> Aim of the exercise
Type the data below again exactly. Omit all pictures.

Collected data entries:
----------
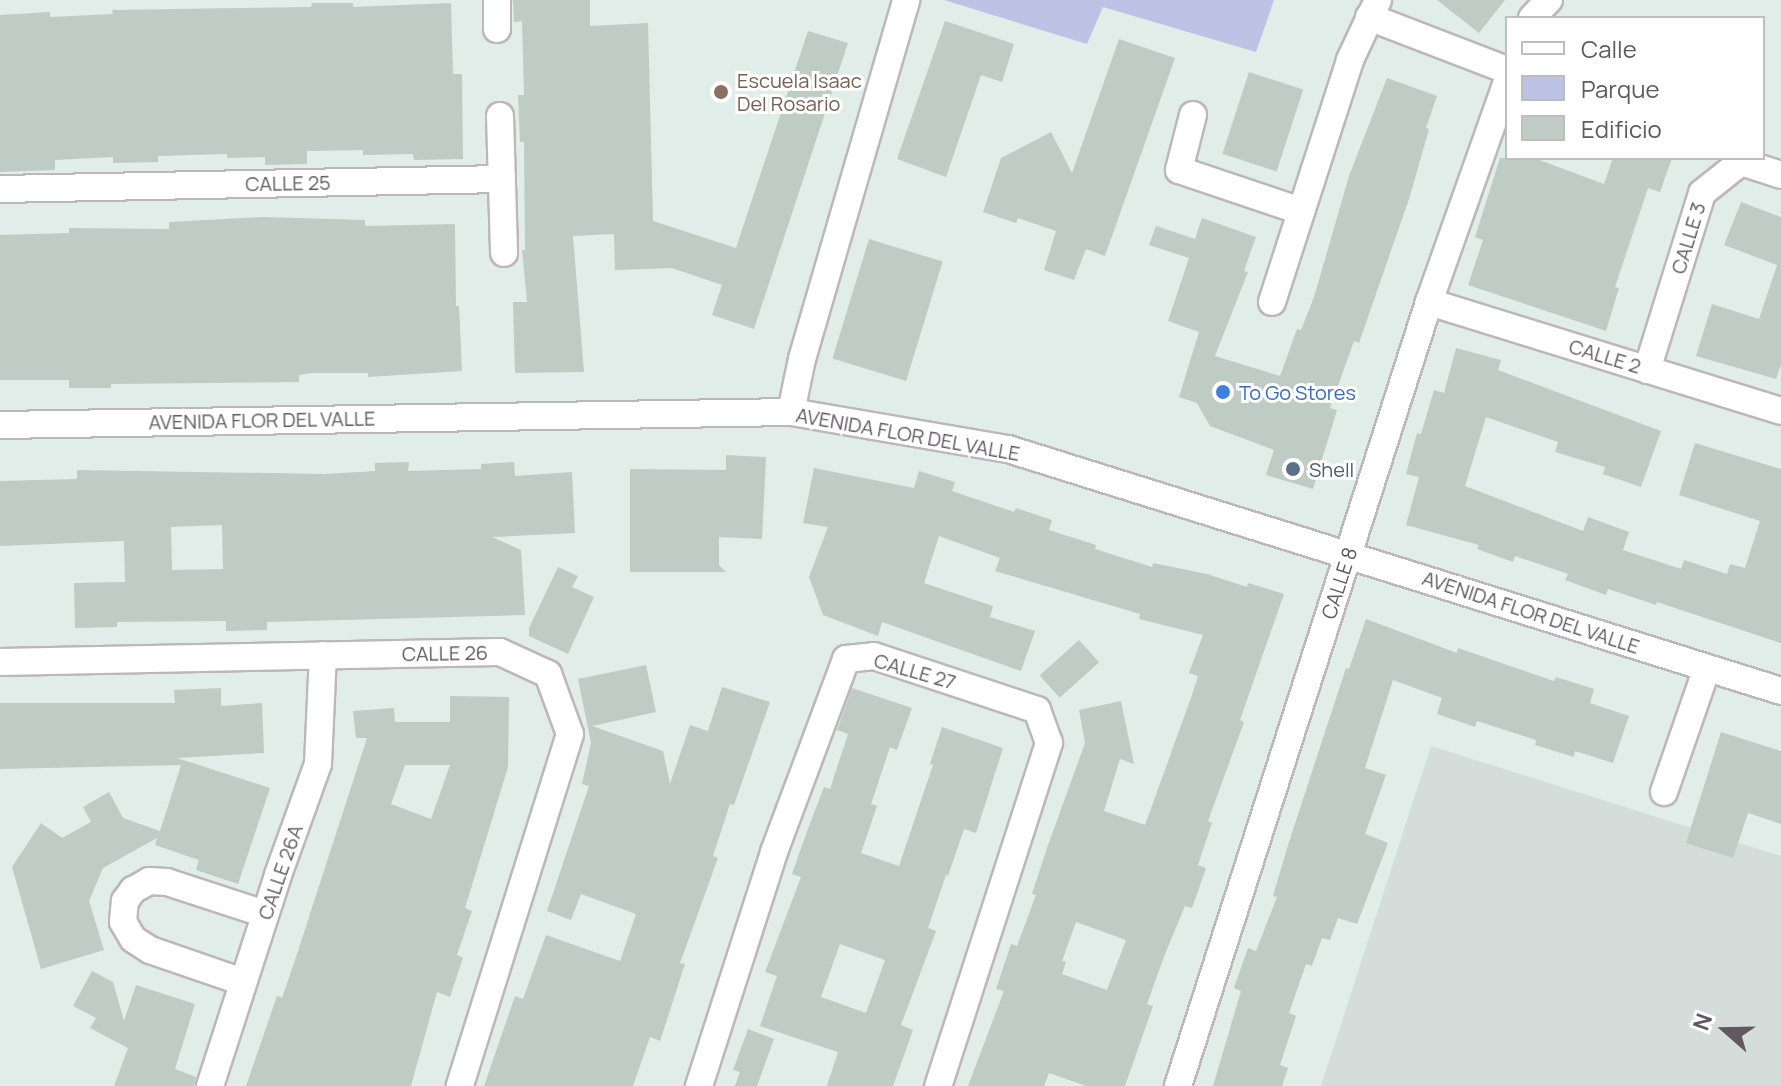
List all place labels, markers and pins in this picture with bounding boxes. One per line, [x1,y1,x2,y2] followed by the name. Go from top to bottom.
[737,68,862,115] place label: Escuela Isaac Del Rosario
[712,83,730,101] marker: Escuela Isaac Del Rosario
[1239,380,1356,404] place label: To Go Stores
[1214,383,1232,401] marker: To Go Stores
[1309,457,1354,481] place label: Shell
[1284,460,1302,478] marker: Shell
----------
> The completed task
List all place labels, markers and pins in this picture with bounding boxes. One per line, [x1,y1,x2,y2] followed by the name. Go from top to bottom.
[737,68,862,115] place label: Escuela Isaac Del Rosario
[712,83,730,101] marker: Escuela Isaac Del Rosario
[1239,380,1356,404] place label: To Go Stores
[1214,383,1232,401] marker: To Go Stores
[1309,457,1354,481] place label: Shell
[1284,460,1302,478] marker: Shell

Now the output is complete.